Etats-Unis : pourquoi l'épidémie de Covid-19 repart à la hausse malgré le succès de la campagne vaccinale

  
Derrière Israël et sa campagne de vaccination express, les Etats-Unis font figure de référence mondiale avec le Royaume-Uni. Joe Biden, qui avait promis d'administrer 100 millions de doses durant les 100 premiers jours de son mandat, a tenu parole avec presque six semaines d'avance. Au total, 36% des Américains ont reçu au moins une dose, et un Américain sur quatre est complètement vacciné. Les Etats-Unis se prennent à rêver d'un retour à la normale dans les prochains mois. Le nouveau président démocrate ambitionne par exemple de voir les Américains se rassembler "en petits groupes" pour célébrer la fête nationale du 4 juillet.

Le variant anglais devient majoritaire

Malgré ces bonnes nouvelles, le pays fait face depuis quelques jours à une augmentation du nombre de cas sur son territoire. Alors que les contaminations, qui avaient atteint un niveau record début janvier, ne cessaient de diminuer, elles se sont stabilisées à un niveau très élevé avant de repartir à la hausse fin mars. Ces derniers jours, le pays enregistre plus de 69.000 nouveaux cas en moyenne, une hausse de 11% en 14 jours, selon un décompte du New York Times. Dans le JDD, dimanche, Anthony Fauci, conseiller de Joe Biden sur le front de l'épidémie, expliquait même qu'il y avait actuellement "un combat entre le vaccin et le virus" aux Etats-Unis.

Si la détérioration de la situation reste encore modeste, elle inquiète les scientifiques américains, qui constatent que les variants, dont les Etats-Unis étaient épargnés depuis plusieurs mois, sont bien implantés désormais. La semaine dernière, la directrice des Centres de prévention et de lutte contre les maladies (CDC), Rochelle Walensky, a indiqué que le variant anglais était désormais majoritaire. "Cela rend beaucoup plus difficile le contrôle de l'épidémie, car nous savons que le virus se propage de manière plus efficace de personne en personne, précise Anthony Fauci. Donc en ce moment nous avons une course contre la montre entre la vaccination et ce virus très contagieux, qui semble se répandre de façon encore plus efficace."

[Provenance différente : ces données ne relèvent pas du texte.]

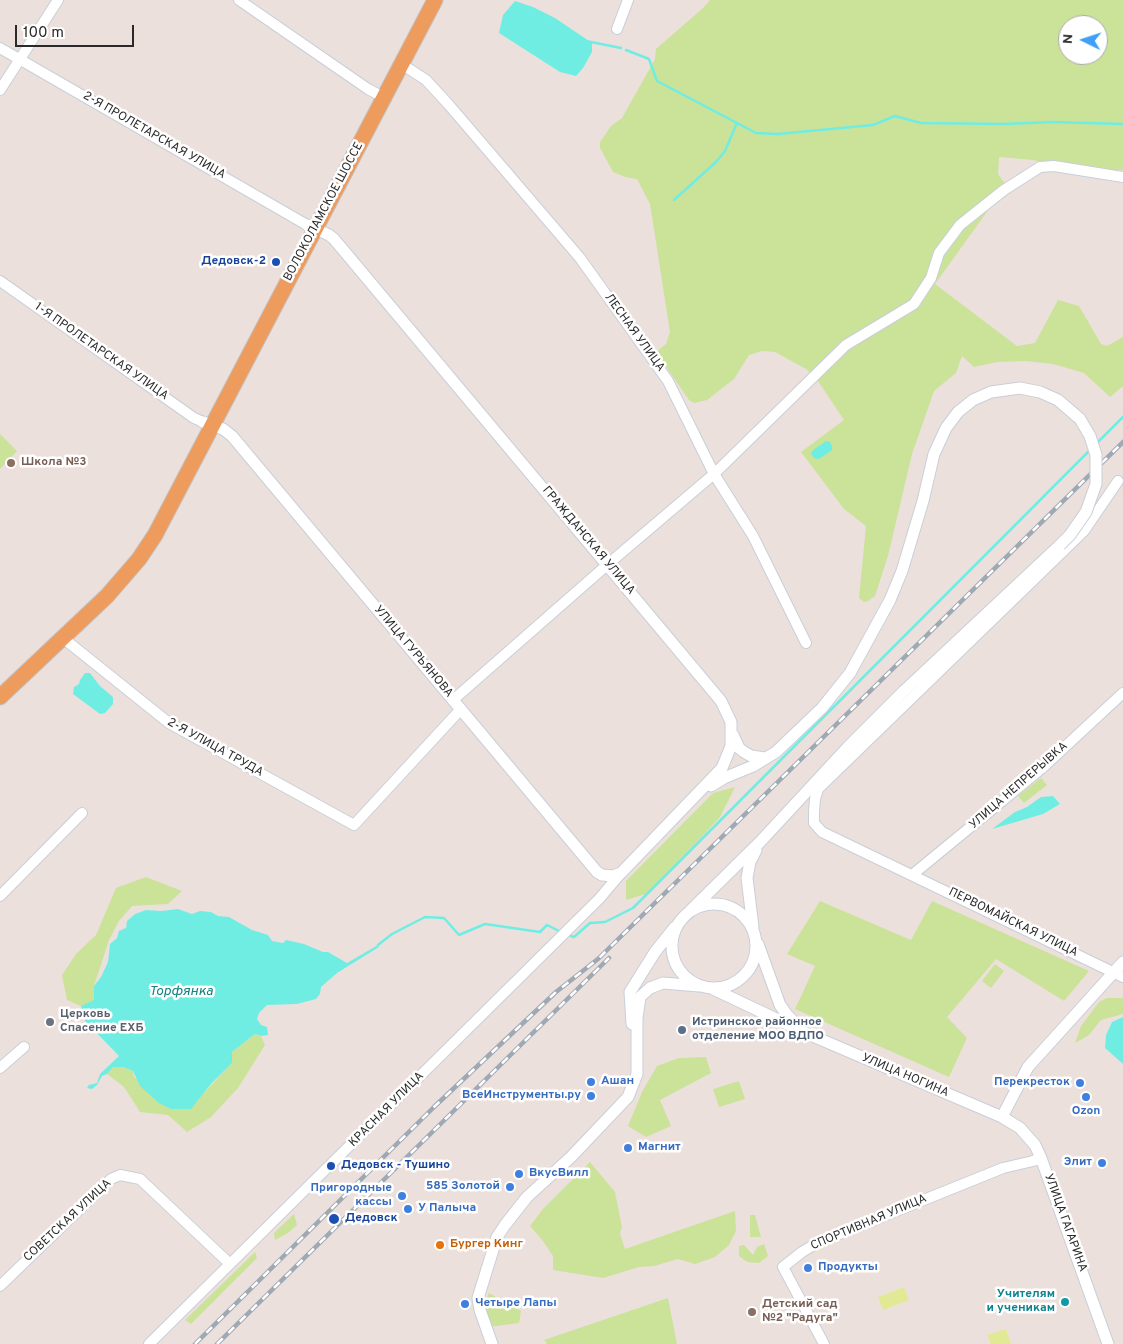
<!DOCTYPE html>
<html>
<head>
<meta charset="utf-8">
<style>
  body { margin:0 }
  #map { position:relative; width:1123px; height:1344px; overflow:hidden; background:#ece0dc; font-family:Overpass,sans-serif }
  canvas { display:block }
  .north { position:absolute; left:1058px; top:15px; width:50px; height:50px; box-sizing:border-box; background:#fff; border:1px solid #aaa; border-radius:50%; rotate:274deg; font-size:14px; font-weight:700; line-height:20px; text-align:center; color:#2a2a2a }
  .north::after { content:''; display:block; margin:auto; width:18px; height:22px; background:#3ea0f7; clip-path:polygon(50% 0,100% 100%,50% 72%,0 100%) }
  .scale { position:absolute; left:15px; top:25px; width:119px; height:22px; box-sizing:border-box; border:2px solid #2a2a2a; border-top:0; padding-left:6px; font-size:15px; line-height:18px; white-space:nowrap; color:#2a2a2a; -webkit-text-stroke:4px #fff; paint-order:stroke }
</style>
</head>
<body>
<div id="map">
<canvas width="1123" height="1344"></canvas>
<div class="north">N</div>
<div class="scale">100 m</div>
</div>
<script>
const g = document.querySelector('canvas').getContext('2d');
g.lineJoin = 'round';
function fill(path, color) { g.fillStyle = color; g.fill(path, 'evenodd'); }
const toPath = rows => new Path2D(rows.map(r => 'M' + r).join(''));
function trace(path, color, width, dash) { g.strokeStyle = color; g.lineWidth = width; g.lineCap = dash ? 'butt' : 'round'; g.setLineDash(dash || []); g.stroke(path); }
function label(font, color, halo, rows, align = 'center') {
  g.font = font + ' Overpass,sans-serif'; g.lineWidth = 5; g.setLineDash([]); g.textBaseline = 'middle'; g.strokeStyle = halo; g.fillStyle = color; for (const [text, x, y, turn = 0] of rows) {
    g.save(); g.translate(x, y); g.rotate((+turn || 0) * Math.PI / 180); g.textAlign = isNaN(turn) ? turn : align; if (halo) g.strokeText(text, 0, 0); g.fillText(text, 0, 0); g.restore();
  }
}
const green = toPath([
  [710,0,1123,0,1123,170,1090,170,1055,165,1033,160,999,157,998,174,1011,192,989,209,935,284,1017,346,1035,343,1058,300,1079,306,1101,344,1107,346,1123,337,1123,386,1110,397,1084,373,1053,364,1025,361,997,362,974,367,962,356,956,373,934,391,912,454,888,556,875,596,868,601,864,602,859,598,866,526,844,509,801,452,844,420,816,378,806,369,775,352,762,351,749,355,734,379,707,400,694,403,689,400,656,352,666,344,670,332,650,204,637,179,625,177,613,172,600,148,600,142,611,126,622,118,655,59,656,49,703,8],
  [1068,25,1098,25,1098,55,1068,55],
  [0,434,17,451,0,469],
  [1041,778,1047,785,1024,803,1018,796],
  [735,787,720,817,649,893,626,900,626,881,713,793],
  [146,877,182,891,168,904,132,906,119,921,109,940,94,986,94,1001,81,1006,67,1000,62,975,76,954,96,935,116,888],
  [820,901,911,940,932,901,1089,971,1064,1001,996,959,947,1017,967,1038,949,1077,795,1009,815,966,787,954],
  [995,964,1004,971,991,988,982,981],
  [1107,998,1123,998,1123,1014,1101,1020,1089,1035,1075,1043,1081,1026,1099,1002],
  [255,1034,261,1036,265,1045,238,1088,211,1117,187,1132,168,1115,140,1112,124,1087,107,1074,113,1067,123,1067,133,1071,134,1077,182,1108,189,1109,232,1063,232,1052],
  [706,1057,711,1073,660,1100,671,1126,646,1137,628,1126,642,1092,657,1066,679,1058],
  [739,1081,745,1099,719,1107,713,1089],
  [590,1162,615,1192,622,1227,620,1234,625,1249,735,1211,736,1231,729,1245,715,1257,695,1264,678,1259,654,1266,639,1267,603,1278,553,1270,553,1256,543,1241,530,1226,543,1209],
  [294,1214,297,1225,288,1233,275,1240,274,1233],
  [750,1215,755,1215,761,1237,750,1237],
  [764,1244,768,1256,759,1263,747,1262,739,1256,739,1246,744,1245,753,1255,757,1247],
  [255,1252,257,1258,191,1324,185,1320],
  [489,1293,521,1311,519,1323,488,1327,485,1315,485,1301],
  [668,1298,677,1344,547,1344,544,1340]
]);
const pitch = toPath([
  [904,1287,909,1300,883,1310,878,1297],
  [1006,1329,1011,1344,991,1344,987,1335]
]);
const water = toPath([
  [515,1,533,7,555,18,592,43,592,52,583,68,576,76,560,72,499,33,503,15],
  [826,441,830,442,832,446,832,450,819,459,814,458,811,454,813,450],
  [85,673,90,673,100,686,113,697,113,704,105,713,100,714,73,694,74,687,79,684,80,680],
  [1053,796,1060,804,1043,814,992,829,1015,812,1027,807,1041,797],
  [178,909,192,914,200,911,211,912,218,916,229,917,252,930,268,935,272,941,283,943,286,940,304,944,323,952,328,952,347,963,378,945,379,947,337,973,321,987,320,994,316,999,297,1004,267,1005,259,1013,257,1019,261,1025,267,1027,268,1035,261,1036,255,1034,232,1052,232,1063,211,1084,191,1109,171,1109,159,1103,140,1086,133,1071,123,1067,113,1067,107,1074,102,1076,97,1085,92,1089,87,1088,89,1085,97,1083,100,1074,119,1056,85,1021,81,1006,94,1000,94,986,101,977,108,962,110,944,117,938,119,931,126,928,127,921,135,914,146,910,161,911],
  [1123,1017,1123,1064,1105,1048,1106,1035,1112,1022]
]);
const stream = toPath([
  [586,41,621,48],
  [626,50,649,59,657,81,756,133,778,134,873,125,895,116,921,123,1003,124,1052,122,1123,124],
  [674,200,716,162,725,151,737,123],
  [1097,443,1123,417],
  [568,935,574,937,590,923,605,922,633,908,1091,449],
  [378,945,392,934,425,917,444,918,459,935,485,924,540,932,547,925,561,932]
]);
const minor = toPath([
  [239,0,368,89,385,98],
  [617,29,628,0],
  [0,48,307,225],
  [403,65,426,80,449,105,580,258,668,381,714,474,753,536,806,643],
  [0,90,58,0],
  [0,281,194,418,203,422],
  [1118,481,1084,531,818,789,815,799,814,812,814,823,822,832,1123,977],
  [63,638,169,723,354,825,461,709],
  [453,700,607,565,714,474,846,345,914,304,931,278,939,253,960,225,1004,190,1040,167,1054,166,1123,177],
  [912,875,1041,769,1123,693],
  [0,896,82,813],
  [0,1068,24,1047],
  [0,1286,111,1179,120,1175,140,1179,230,1264],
  [149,1344,599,899,621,873],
  [824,1344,783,1267,802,1252,817,1243,1003,1168,1033,1161,1041,1158]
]);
const tertiary = toPath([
  [203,422,223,429,232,436,597,872,602,875,613,876,621,873,722,768,731,746,731,722,721,701,334,239,329,235,307,225],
  [733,735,739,748,744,752,751,756,765,758],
  [711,786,724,778,753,766,776,752,822,708,850,673,890,600,902,571,923,501,934,454,946,428,958,412,973,400,991,392,1020,388,1040,392,1058,400,1080,419],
  '672 946a42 42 0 1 1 84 0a42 42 0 1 1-84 0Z',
  [690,911,760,842,848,747,904,691,1060,545],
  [753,927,747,878,750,862,756,850],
  [758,944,780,1005,787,1015,797,1025],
  [711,988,808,1034,1002,1117,1020,1128,1035,1145,1041,1158,1108,1344],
  [632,1024,630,992,655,952,675,927],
  [1002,1117,1028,1067,1123,962],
  [492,1344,480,1310,478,1298,497,1237,505,1225,527,1197,571,1157,628,1097,637,1074,637,1018,640,997,650,988,663,983,699,986]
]);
const primary = toPath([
  [0,697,107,596,139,559,155,535,435,0]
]);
const rail = toPath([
  [195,1344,434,1107,556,992,598,959,1123,442],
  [217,1344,609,958]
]);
const tertiaryBridge = toPath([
  [1060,545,1070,535,1086,512,1096,484,1096,455,1090,436,1080,419]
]);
const markers = [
  [276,262,5,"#1a4fb4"],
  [11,463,5,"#8d6e63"],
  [50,1022,5,"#6b7280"],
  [682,1030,5,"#5c6f8a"],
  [591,1082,5,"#3f7fe0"],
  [1080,1083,5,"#3f7fe0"],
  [591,1096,5,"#3f7fe0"],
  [1086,1097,5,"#3f7fe0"],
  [628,1148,5,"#3f7fe0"],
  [1102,1163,5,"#3f7fe0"],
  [331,1166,5,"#1a4fb4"],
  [519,1174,5,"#3f7fe0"],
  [510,1187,5,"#3f7fe0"],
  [402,1196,5,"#3f7fe0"],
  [408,1209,5,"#3f7fe0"],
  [334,1219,6,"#1a4fb4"],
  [440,1245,5,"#e8710a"],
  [808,1268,5,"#3f7fe0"],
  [1065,1302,5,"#0f9aa8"],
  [465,1304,5,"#3f7fe0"],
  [752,1312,5,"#8d6e63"]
];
const streetNames = [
  ["2-Я ПРОЛЕТАРСКАЯ УЛИЦА",154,136,30],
  ["ВОЛОКОЛАМСКОЕ ШОССЕ",324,212,-62],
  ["ЛЕСНАЯ УЛИЦА",634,333,54],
  ["1-Я ПРОЛЕТАРСКАЯ УЛИЦА",101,352,35],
  ["ГРАЖДАНСКАЯ УЛИЦА",588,541,50],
  ["УЛИЦА ГУРЬЯНОВА",413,652,50],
  ["2-Я УЛИЦА ТРУДА",215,748,29],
  ["УЛИЦА НЕПРЕРЫВКА",1019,786,-41],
  ["ПЕРВОМАЙСКАЯ УЛИЦА",1013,923,26],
  ["УЛИЦА НОГИНА",905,1076,23],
  ["КРАСНАЯ УЛИЦА",387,1110,-45],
  ["СОВЕТСКАЯ УЛИЦА",68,1221,-43],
  ["СПОРТИВНАЯ УЛИЦА",869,1223,-23],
  ["УЛИЦА ГАГАРИНА",1065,1223,70]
];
const transitNames = [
  ["Дедовск-2",266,262,"right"],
  ["Дедовск - Тушино",341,1166],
  ["Дедовск",345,1219]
];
const educationNames = [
  ["Школа №3",21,463],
  ["Детский сад",762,1305],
  ["№2 \"Радуга\"",762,1319]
];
const worshipNames = [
  ["Церковь",60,1015],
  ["Спасение ЕХБ",60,1029]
];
const serviceNames = [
  ["Истринское районное",692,1023],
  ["отделение МОО ВДПО",692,1037]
];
const shopNames = [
  ["Ашан",601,1082],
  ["Перекресток",1070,1083,"right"],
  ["ВсеИнструменты.ру",581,1096,"right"],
  ["Ozon",1086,1112,"center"],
  ["Магнит",638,1148],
  ["Элит",1092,1163,"right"],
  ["ВкусВилл",529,1174],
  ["585 Золотой",500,1187,"right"],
  ["Пригородные",392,1189,"right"],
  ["кассы",392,1203,"right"],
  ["У Палыча",418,1209],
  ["Продукты",818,1268],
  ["Четыре Лапы",475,1304]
];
const foodNames = [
  ["Бургер Кинг",450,1245]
];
const cultureNames = [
  ["Учителям",1055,1295],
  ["и ученикам",1055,1309]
];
const waterNames = [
  ["Торфянка",181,992]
];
fill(green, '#cbe299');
fill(pitch, '#e2e995');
fill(water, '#70ede3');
trace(stream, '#70ede3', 2.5);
trace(minor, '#c7cfd8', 12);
trace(tertiary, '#c7cfd8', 13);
trace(primary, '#c3c3c3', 17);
trace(minor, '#fff', 10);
trace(tertiary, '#fff', 11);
trace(primary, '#ee9b5e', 15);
trace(rail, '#9fa9b4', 4.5);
trace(rail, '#fff', 2.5, [8]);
trace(tertiaryBridge, '#c7cfd8', 13, []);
trace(tertiaryBridge, '#fff', 11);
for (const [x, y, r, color] of markers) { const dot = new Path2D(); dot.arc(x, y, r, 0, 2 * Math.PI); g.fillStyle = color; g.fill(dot); trace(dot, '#fff', 2); }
label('12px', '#2a2a2a', '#fff', streetNames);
label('bold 12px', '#164399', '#fff', transitNames, 'left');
label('bold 12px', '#785e54', '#fff', educationNames, 'left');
label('bold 12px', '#5b616d', '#fff', worshipNames, 'left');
label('bold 12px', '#4e5e75', '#fff', serviceNames, 'left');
label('bold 12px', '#366cbe', '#fff', shopNames, 'left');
label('bold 12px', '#c56008', '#fff', foodNames, 'left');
label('bold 12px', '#0d838f', '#fff', cultureNames, 'right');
label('italic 14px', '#0f8484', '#fff', waterNames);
</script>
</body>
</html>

Pour l'heure, ce regain épidémique ne frappe pas le pays de façon homogène :

  • Certains Etats sont davantage touchés que d'autres. Les autorités sanitaires s'alarment notamment de la forte hausse du nombre de cas dans le Michigan. Dans une moindre mesure, les contaminations augmentent dans le quart Nord-Est du pays alors que la situation est plus maîtrisée dans l'Ouest.
  • Alors qu'une très large majorité des personnes âgées est désormais vaccinée, les nouveaux cas touchent "majoritairement les jeunes adultes", selon Rochelle Walensky. Certains pics concernent en effet les personnes de 18 à 24 ans, a-t-elle précisé, et "sont liés aux activités extrascolaires et sportives". Dans le Minnesota, le directeur du CDC local, Michael Osterholm, s'alarme de constater que les enfants sont eux aussi contaminés et facilitent la transmission du virus.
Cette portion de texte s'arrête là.